Attendance: local(Iuoko, Gang, Wei, Nick, Lola, Antonio, Maria G, Jan, Edoardo, MariaDZ, Simone, Olof (chair));remote(Onno, Angela, Tiju, Fabio, Jason).

Experiments round table:

  • ATLAS - (Iuoko) srm-atlas upgrade went fine, although some small instabilities seen with timeouts yesterday. A ticket was opened with CASTOR support. It seems to be an intermittent problem. RAL now in full production. After KIT updated dCache there were FTS failures to find the SE. There was also a problem with directory permission, same as seen at PIC. Fabio: any information on UAT exercise? no, it's supposed to start today but no information. There is a meeting later today.

  • CMS reports - Apologies from Daniele who cannot attend because of the "All-CMS" meeting

  • ALICE - (Lola) Tests in voalice06 yesterday will continue also this afternoon. There may be some operator alarms triggered.
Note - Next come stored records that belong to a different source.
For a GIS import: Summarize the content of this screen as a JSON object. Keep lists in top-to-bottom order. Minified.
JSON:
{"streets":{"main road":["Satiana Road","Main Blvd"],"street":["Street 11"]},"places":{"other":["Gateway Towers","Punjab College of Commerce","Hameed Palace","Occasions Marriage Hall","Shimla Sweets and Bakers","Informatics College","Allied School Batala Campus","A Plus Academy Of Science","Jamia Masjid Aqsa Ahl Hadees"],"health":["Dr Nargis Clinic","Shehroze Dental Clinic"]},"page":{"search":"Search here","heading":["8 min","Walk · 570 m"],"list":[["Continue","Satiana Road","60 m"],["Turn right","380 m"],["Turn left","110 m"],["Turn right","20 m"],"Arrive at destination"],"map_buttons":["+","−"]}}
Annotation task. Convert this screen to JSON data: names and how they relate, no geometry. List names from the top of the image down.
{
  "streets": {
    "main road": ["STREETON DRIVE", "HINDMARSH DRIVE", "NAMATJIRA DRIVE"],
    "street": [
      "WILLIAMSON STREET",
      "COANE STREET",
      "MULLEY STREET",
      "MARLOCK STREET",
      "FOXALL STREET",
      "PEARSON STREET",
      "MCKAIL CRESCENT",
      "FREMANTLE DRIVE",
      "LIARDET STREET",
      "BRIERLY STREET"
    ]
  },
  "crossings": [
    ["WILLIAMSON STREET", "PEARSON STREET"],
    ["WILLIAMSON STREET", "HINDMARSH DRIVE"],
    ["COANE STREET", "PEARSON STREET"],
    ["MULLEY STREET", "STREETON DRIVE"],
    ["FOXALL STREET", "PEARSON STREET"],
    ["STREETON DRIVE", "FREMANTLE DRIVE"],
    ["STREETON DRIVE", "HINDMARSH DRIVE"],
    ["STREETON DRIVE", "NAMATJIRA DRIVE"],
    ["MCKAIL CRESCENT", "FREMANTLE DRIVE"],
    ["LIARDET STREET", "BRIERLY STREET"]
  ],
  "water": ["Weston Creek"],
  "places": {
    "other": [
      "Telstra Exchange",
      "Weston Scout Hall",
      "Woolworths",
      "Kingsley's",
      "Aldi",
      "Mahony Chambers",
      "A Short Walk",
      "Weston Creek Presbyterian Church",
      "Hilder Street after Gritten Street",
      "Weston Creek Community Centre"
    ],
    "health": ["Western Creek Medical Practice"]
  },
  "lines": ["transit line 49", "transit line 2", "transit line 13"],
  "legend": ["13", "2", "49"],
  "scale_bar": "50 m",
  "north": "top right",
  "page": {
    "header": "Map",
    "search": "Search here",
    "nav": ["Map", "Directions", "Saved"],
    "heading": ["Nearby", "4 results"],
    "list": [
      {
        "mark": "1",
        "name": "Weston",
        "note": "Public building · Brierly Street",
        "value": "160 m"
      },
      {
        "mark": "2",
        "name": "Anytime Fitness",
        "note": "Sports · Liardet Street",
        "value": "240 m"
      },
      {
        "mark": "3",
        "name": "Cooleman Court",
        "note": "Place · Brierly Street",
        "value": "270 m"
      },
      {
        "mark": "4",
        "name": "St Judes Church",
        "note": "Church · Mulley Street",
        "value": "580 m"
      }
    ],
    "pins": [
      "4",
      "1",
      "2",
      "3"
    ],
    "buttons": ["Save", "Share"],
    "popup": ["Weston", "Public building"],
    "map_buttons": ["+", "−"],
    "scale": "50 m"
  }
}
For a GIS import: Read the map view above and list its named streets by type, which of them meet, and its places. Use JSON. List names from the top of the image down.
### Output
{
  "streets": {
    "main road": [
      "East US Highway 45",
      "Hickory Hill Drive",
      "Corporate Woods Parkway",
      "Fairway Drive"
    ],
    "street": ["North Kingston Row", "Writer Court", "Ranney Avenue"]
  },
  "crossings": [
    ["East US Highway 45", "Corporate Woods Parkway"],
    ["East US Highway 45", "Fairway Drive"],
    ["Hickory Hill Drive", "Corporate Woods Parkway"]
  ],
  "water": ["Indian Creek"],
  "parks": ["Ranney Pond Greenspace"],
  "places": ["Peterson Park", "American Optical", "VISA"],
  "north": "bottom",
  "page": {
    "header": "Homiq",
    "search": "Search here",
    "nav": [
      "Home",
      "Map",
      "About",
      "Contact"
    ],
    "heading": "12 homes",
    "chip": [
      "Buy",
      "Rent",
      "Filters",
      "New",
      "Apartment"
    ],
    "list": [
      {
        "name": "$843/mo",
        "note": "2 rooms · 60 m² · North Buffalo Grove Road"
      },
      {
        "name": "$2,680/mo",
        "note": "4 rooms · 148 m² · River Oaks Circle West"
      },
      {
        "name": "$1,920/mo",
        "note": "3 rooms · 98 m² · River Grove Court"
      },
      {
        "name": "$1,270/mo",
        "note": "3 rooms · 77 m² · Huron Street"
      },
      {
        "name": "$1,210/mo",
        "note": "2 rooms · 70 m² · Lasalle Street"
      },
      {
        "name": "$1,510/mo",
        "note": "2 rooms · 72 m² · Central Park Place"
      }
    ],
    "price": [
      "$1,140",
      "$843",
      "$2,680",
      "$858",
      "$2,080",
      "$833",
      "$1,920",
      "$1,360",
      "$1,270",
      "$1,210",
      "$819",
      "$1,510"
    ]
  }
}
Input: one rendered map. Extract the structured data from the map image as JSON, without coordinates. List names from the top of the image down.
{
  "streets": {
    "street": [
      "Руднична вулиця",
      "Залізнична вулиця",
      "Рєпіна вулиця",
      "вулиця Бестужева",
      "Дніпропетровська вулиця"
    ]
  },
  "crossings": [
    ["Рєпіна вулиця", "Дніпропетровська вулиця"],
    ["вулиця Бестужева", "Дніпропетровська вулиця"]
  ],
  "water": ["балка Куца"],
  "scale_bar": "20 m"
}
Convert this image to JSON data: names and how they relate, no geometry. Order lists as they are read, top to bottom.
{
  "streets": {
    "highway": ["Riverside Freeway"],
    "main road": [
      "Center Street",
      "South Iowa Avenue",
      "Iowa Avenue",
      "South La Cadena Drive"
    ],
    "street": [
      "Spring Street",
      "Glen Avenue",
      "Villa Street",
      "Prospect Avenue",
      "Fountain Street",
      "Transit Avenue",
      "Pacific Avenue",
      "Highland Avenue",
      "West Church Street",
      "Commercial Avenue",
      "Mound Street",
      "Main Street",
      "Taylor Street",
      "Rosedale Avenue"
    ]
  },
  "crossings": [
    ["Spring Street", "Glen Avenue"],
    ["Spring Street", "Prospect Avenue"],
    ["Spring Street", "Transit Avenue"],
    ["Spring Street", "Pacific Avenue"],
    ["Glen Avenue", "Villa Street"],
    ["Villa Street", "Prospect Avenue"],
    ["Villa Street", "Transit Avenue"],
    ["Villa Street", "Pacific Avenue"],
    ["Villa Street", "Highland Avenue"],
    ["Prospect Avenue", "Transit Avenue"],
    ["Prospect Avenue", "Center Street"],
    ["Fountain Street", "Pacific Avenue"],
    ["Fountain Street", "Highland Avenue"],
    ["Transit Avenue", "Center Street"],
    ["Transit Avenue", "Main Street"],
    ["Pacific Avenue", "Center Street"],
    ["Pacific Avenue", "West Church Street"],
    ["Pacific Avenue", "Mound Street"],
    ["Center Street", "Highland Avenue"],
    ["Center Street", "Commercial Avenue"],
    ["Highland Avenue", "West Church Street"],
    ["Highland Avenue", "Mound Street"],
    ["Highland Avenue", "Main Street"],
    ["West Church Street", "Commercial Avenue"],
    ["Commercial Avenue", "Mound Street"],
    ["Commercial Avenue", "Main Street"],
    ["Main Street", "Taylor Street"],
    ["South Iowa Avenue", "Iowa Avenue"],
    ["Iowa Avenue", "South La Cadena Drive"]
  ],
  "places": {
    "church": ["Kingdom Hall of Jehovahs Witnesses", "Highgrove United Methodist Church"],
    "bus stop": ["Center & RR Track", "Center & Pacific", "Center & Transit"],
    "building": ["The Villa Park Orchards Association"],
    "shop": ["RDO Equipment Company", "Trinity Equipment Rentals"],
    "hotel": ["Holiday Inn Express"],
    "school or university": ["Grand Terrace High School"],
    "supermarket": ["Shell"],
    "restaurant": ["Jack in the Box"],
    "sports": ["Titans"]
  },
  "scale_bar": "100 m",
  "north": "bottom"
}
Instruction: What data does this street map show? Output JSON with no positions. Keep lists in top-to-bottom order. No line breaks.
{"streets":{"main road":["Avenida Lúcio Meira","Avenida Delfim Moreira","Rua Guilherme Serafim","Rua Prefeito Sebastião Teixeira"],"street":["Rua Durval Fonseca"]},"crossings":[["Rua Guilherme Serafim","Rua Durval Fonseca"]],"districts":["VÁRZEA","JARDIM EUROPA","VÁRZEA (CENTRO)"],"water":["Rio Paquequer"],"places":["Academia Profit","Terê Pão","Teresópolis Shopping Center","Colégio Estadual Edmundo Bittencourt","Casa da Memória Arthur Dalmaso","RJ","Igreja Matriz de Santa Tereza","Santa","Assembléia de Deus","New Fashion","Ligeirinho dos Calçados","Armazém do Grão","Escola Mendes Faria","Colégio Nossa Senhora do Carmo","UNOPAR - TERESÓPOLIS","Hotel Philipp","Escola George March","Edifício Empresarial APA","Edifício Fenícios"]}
  • LHCb reports - Apologies from Creig

Sites / Services round table:

  • ASGC:
    • Maria: a restore has been launched this morning, which will finish soon. Thereafter there will be a recovery, which will tell us if the database can be opened. If so, we have the name server recovered up to October 13th. Iterate up to the 20th when the db was corrupted. If the recovery is not successful, we will have to consider tomorrow morning if the database cannot be rescued and we have to go ahead starting with a new instance from scratch. Phone conf tomorrow morning 09:15 CET = 16:15 Taipei time is confirmed.
    • Jason: the 3D database the replication from OSG (BNL) is ongoing. More news tomorrow.
  • NL-T1 (Onno)
    • WMS issue at SARA. Being investigated
  • KIT (Angela)
    • Confirm the problem with dCache directory ownership reported by ATLAS. It is being investigated
  • RAL (Tiju)
    • Problem with the GEN instance affecting the (ALICE) SRM service. Being investigated.
  • IN2P3 (Fabio) NTR
  • CERN (Olof):
    • CASTORLHCB intervention tomorrow
    • Update of CASTOR client on srm endpoints ok this morning
    • Ongoing tests with xrdcp with x509 certificates
    • hardware move for LHCb LFCs tomorrow morning, resulting in a 30 minutes downtime for the read-only LFC
  • Middleware (Antonio) gLite 58 announced today.
  • Databases (Maria G): applying latest security patches integration/validation environment for ATLAS, CMS and LHCb.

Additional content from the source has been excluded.